* _Exercise directions_:
Lift out all lines below that contain "strokeStyle".

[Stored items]
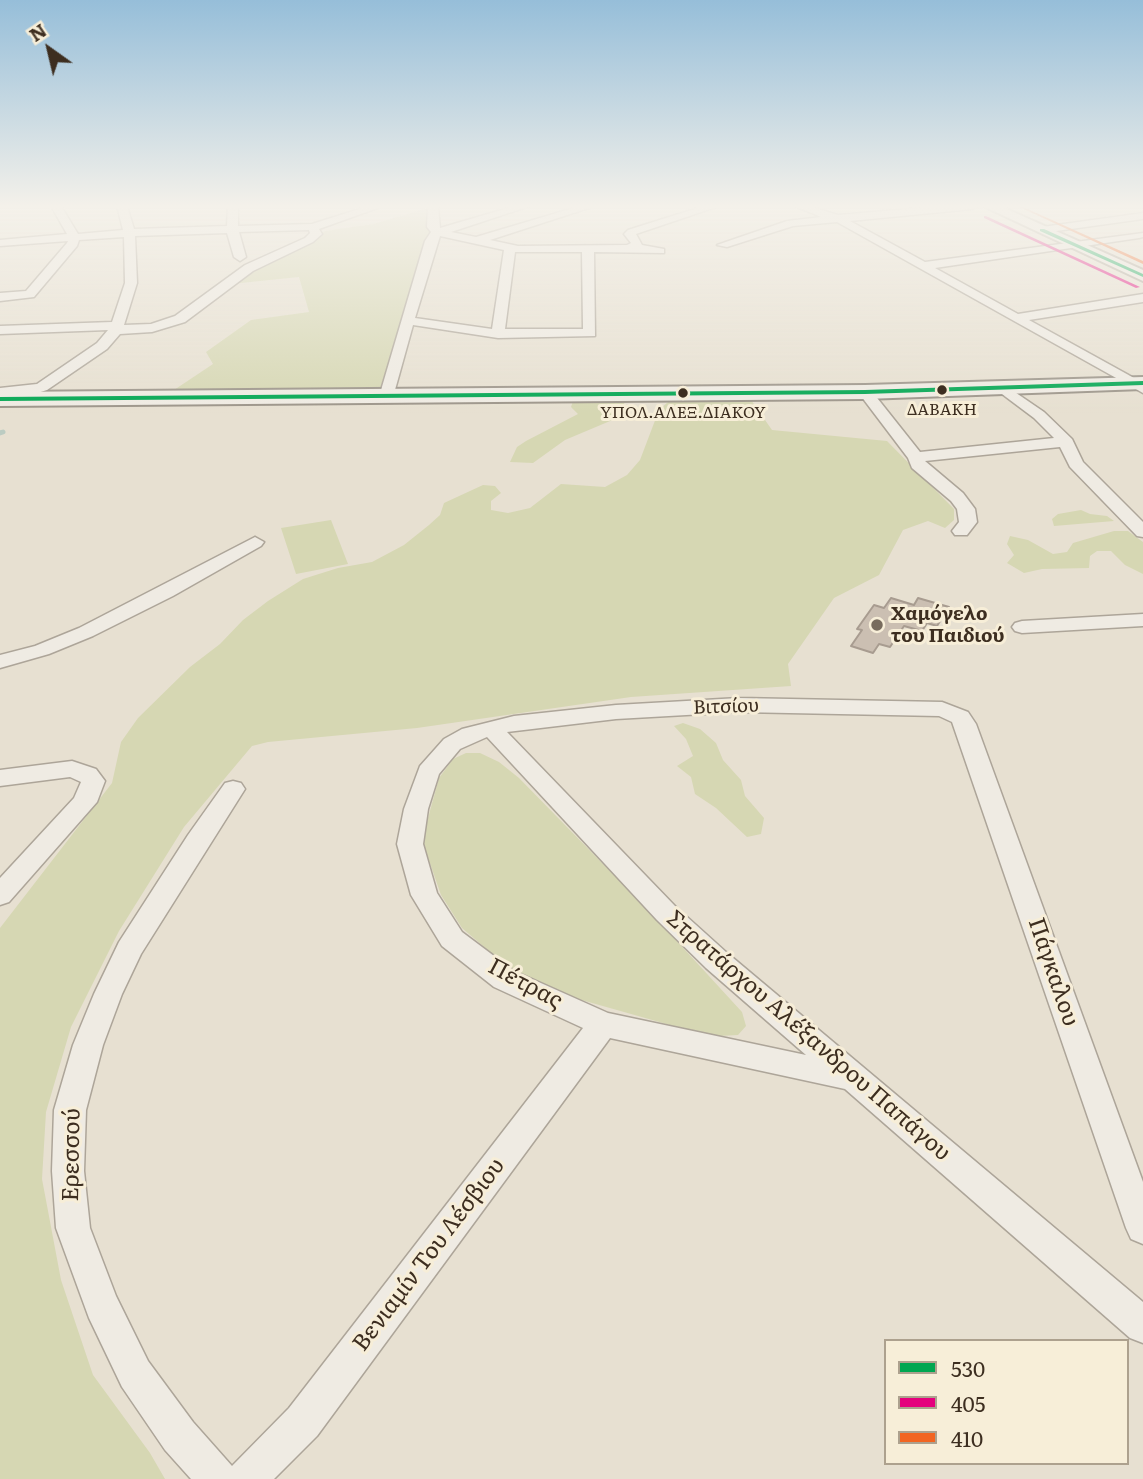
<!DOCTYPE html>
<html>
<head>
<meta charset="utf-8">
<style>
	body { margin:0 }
	#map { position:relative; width:1143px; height:1479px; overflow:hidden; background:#e7e0d1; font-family:Literata,serif }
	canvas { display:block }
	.legend { position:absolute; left:884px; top:1339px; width:245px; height:126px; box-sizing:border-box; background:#f7eed8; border:2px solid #ada18e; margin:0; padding:9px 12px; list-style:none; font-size:21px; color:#3d2e20 }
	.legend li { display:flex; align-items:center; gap:14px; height:35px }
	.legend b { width:35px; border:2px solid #ada18e }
	.north { position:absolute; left:14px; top:14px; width:70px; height:70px; -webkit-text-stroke:5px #f7eed8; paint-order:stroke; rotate:326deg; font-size:19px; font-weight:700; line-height:28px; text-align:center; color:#3d2e20 }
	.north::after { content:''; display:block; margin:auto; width:24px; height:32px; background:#3d2e20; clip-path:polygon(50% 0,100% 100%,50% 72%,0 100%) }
</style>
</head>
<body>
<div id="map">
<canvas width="1143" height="1479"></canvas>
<ul class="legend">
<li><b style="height:9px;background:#00a651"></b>530</li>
<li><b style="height:9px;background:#e5007d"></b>405</li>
<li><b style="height:9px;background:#f26522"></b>410</li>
</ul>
<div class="north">N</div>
</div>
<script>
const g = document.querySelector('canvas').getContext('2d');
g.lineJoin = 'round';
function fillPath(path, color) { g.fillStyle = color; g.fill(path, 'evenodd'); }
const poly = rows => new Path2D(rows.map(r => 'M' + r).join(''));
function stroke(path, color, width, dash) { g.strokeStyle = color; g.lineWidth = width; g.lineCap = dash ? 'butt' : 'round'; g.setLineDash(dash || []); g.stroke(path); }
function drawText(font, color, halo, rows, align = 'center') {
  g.font = font + ' Literata,serif'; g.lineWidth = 6; g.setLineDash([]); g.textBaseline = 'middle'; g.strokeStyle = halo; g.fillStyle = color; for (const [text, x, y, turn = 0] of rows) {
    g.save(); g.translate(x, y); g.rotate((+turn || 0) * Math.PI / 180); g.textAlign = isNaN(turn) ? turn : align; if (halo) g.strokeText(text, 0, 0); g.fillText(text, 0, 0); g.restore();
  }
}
fillPath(poly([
	[431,207,431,228,380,389,171,392,213,364,206,352,251,320,309,312,299,277,231,284,262,265,306,246,325,231,373,224],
	[687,396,749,397,772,430,887,441,954,509,954,520,945,528,928,521,903,530,879,575,834,598,788,664,791,686,631,697,417,728,268,742,252,746,184,827,119,931,71,1027,46,1112,42,1179,61,1280,93,1375,150,1453,165,1479,0,1479,0,928,112,783,121,742,138,718,190,667,220,644,243,620,268,601,303,579,338,568,372,562,404,545,429,525,440,515,444,503,483,485,495,486,501,493,491,501,491,510,508,513,530,508,561,484,605,487,627,475,640,460,659,410,668,402],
	[612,400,624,403,628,410,622,416,565,440,533,463,510,462,517,447,526,441,578,414,571,407,573,401],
	[1081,510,1090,514,1107,516,1114,521,1054,526,1052,519,1058,514],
	[331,520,348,564,296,574,281,528],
	[1114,531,1128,531,1143,542,1143,574,1125,565,1111,551,1097,551,1090,556,1089,568,1042,569,1024,573,1007,563,1014,555,1007,544,1010,536,1028,540,1053,554,1067,552,1073,543],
	[683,723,700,729,716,743,723,760,741,780,745,796,764,818,761,834,747,837,716,808,695,794,691,777,677,766,693,756,686,739,674,726],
	[466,753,480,753,499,762,519,778,652,914,742,1012,746,1026,738,1035,719,1036,670,1025,578,999,528,980,497,958,462,928,441,895,422,840,439,778,453,759]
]), '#d6d7b3');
stroke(poly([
	[0,433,3,432]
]), '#bcccc2', 5);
const building = poly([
	[891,598,914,605,918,598,949,607,937,626,927,623,922,631,904,626,890,647,879,644,873,653,851,646,862,630,857,629,874,605,884,608,891,598]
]);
fillPath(building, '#cbbfb2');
stroke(building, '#a89c90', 2);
const minor = poly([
	[51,206,61,206,78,234,123,230,117,206,127,206,134,229,227,226,228,206,238,206,238,226,312,224,369,206,383,206,319,229,322,234,313,242,253,271,185,322,152,332,120,334,107,349,47,390,31,395,0,396,0,388,37,384,97,343,108,330,0,334,0,326,112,322,125,283,124,237,79,240,77,246,34,297,0,301,0,293,26,291,67,243,68,241,0,246,0,240,67,234,51,206],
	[309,230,310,233,305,238,245,265,175,316,151,324,124,325,137,283,135,236,227,233,234,257,240,261,246,257,239,232,309,230],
	[428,206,438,206,440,228,515,206,530,206,451,232,476,237,580,206,595,206,490,240,518,246,627,245,631,243,624,234,628,230,704,206,719,206,636,234,642,245,664,249,664,253,594,252,595,336,498,338,413,325,393,397,386,401,379,397,425,241,431,232,427,227,428,206],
	[440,236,504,250,492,329,415,318,440,236],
	[515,252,582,252,583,329,505,329,515,252],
	[795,206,809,206,838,215,943,206,978,206,973,209,850,221,925,262,1143,233,1143,237,1139,238,935,268,1018,314,1143,294,1143,302,1029,320,1143,383,1143,393,837,222,793,226,727,247,717,245,787,221,821,217,795,206],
	[1143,213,1143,219,1042,233,1036,230,1042,227,1143,213],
	[1003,384,1044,412,1072,439,1083,462,1143,522,1143,537,1137,536,1070,467,1060,447,925,461,963,493,975,509,977,522,967,535,955,535,952,531,959,522,957,509,951,501,912,468,908,458,858,392,865,388,870,389,920,452,1054,438,1034,418,998,391,996,388,998,385,1003,384],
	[255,537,264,542,261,546,173,596,93,636,49,654,0,668,0,655,35,646,79,628,255,537],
	[1143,614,1143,626,1022,633,1015,631,1012,627,1015,623,1022,621,1143,614],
	[739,698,942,702,968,712,976,724,1143,1182,1143,1244,1131,1239,1126,1228,952,722,939,716,739,712,616,719,507,732,675,906,726,952,1143,1302,1143,1343,1130,1338,845,1089,610,1038,317,1436,274,1479,191,1479,165,1450,122,1387,89,1318,56,1228,52,1171,54,1110,73,1045,94,994,119,942,188,835,225,783,233,781,241,783,245,789,141,954,122,994,103,1045,86,1110,84,1171,90,1228,116,1296,148,1361,193,1422,232,1466,289,1408,583,1028,494,987,442,946,411,895,397,844,404,809,420,766,444,739,462,729,514,716,616,705,739,698],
	[487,737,657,920,706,968,806,1055,608,1013,514,971,462,932,437,893,423,844,428,809,439,774,460,749,487,737],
	[72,761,96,769,105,781,97,802,9,902,0,905,0,878,74,798,81,782,70,777,0,786,0,770,72,761]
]);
const tertiary = poly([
	[983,206,1000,206,1143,270,1143,281,983,206]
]);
const secondary = poly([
	[1143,377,1143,389,865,399,0,406,0,392,865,385,1143,377]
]);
stroke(minor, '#ada599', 3);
stroke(tertiary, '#ada599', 4);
stroke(secondary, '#9c958a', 4);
fillPath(minor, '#efebe3');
fillPath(tertiary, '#efebe3');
fillPath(secondary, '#efebe3');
fillPath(poly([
	[1040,229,1044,229,1143,274,1143,277,1040,231,1040,229],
	[1143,381,1143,385,865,394,0,401,0,397,865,390,1143,381]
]), '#00a651');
fillPath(poly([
	[984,216,986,216,1140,287,1136,288,984,218,984,216]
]), '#e5007d');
fillPath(poly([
	[1017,206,1021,206,1143,261,1143,264,1017,206]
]), '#f26522');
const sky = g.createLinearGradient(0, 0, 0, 413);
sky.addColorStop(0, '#96bed9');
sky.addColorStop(0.5, '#f4f1ea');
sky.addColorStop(1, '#f4f1ea00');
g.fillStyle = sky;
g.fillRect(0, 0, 1143, 413);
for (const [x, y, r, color] of [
	[942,390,6,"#3d2e20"],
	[683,393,6,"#3d2e20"],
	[877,625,7,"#786c5e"]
]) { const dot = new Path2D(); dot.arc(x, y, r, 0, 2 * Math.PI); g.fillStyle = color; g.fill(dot); stroke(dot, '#f7eed8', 2.5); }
drawText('16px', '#3d2e20', '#f7eed8', [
	["ΔΑΒΑΚΗ",942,410],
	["ΥΠΟΛ.ΑΛΕΞ.ΔΙΑΚΟΥ",683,413]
]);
drawText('bold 19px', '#3d2e20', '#f7eed8', [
	["Χαμόγελο",891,614],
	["του Παιδιού",891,636]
], 'left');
drawText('19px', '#3d2e20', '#f7eed8', [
	["Βιτσίου",726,707,-2]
]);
drawText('23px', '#3d2e20', '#f7eed8', [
	["Πάγκαλου",1053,972,71],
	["Πέτρας",525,984,28],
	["Στρατάρχου Αλέξανδρου Παπάγου",808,1036,41],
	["Ερεσσού",72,1155,-89],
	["Βενιαμίν Του Λέσβιου",429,1255,-53]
]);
</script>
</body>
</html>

* _Your response_:
function stroke(path, color, width, dash) { g.strokeStyle = color; g.lineWidth = width; g.lineCap = dash ? 'butt' : 'round'; g.setLineDash(dash || []); g.stroke(path); }
  g.font = font + ' Literata,serif'; g.lineWidth = 6; g.setLineDash([]); g.textBaseline = 'middle'; g.strokeStyle = halo; g.fillStyle = color; for (const [text, x, y, turn = 0] of rows) {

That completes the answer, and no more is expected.